1. In a misguided attempt to avoid dismissal of her time-barred appeal, Plaintiff-Appellant Rufina Reyes Yanez filed a “Notice of Court to Abate the
Appellate Procedure on This Case” (the “Notice”). The Notice is not really a
notice, but a disguised motion [1] seeking an order abating these proceedings for an
indefinite period. The Court should deny the relief sought in the Notice because it
lacks jurisdiction to hear this appeal.
II. Procedural History.
2. The trial court granted summary judgment in favor of Appellee American General Life Insurance Company on May 13, 2015 (the “Judgment,”
attached as Exhibit 1). Pursuant to the Judgment, all of Appellant’s claims were
dismissed with prejudice. Judgment, ¶ 3. The Judgment further provides that it “is
a final order that dispenses with all claims before the Court.” Id . Appellant filed her “Motion to Set Aside the May 13, 2015 Order
Granting Defendant’s Traditional Motion for Summary Judgment” on June 5, 2012
(“Motion to Set Aside,” attached as Exhibit 2).
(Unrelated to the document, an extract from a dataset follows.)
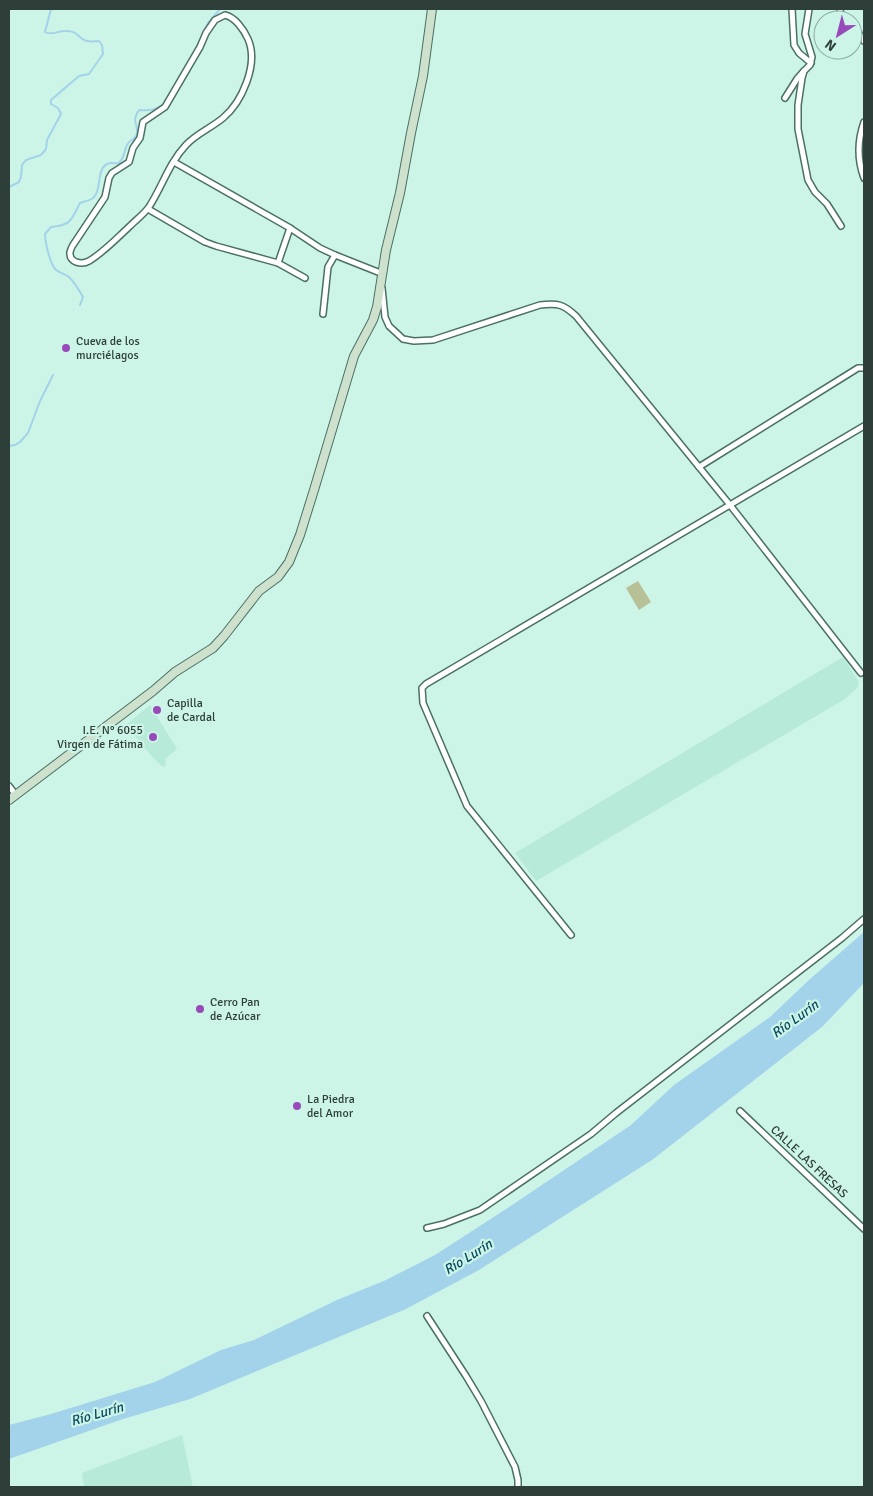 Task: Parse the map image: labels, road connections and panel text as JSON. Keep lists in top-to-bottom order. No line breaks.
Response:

This was clearly a motion for a
new trial, as Plaintiff expressly argued that she was “entitled to a new trial because
the May 13, 2015, order deprived her of her claim for relief regarding conversion.”
*3 Id ., ¶ 16. In her prayer, “Plaintiff ask[ed] the Court to set a hearing on her motion
for new trial and enter a written order within 75 days of May 13, 2015, setting
aside the order granting [Appellee]’s motion for a final summary judgment.” Id ., ¶
19.
4. On June 12, 2015, Appellant filed three separate supplements to the
Motion to Set Aside, entitled as follows:
a. “Supplemental Plaintiff’s Motion to Set Aside the May 13, 2015, Order Granting Defendant’s Traditional Motion for Summary Judgment and in the Alternative Motion for New Trial” (attached as Exhibit 3).
b. “Plaintiff’s Supplement to Her Motion to Set Aside the May 13, 2015, Summary Judgment” (attached as Exhibit 4).
c. “Second Supplement to Plaintiff’s Motion for New Trial” (attached as Exhibit 5).
5. The trial court denied the Motion to Set Aside “in its entirety” on July 20, 2015 (the “July 20 Order,” attached as Exhibit 6). Appellant filed her Notice
of Appeal on September 3, 2015.
III. Legal Argument.
Appellant argues that the Court should abate this appeal because the July 20 Order “did not address [her] Motion for New Trial.” See Notice, ¶ 2.
Appellant makes the strained argument that because she did not file a document
with the phrase “Motion for New Trial” in the title until after filing the Motion to
Set Aside, the trial court did not address her request for a new trial in the July 20
Order. As a result, argues Appellant, her appeal is premature and should be abated
because the trial court has not yet ruled on a pending motion. This is nonsense.
7. A plain reading of the Motion to Set Aside reveals that Appellant
clearly moved the trial court for a new trial. [2] The three documents she filed on
June 12, 2015 were supplements to the Motion to Set Aside, not separate and
distinct motions. Battin v. Samaniego , 23 S.W.3d 183, 185 (Tex. App.—El Paso
2000, pet. denied) (“An amended motion supercedes the original motion; a
supplemental motion is considered in addition to an original motion.”) (citing T EX .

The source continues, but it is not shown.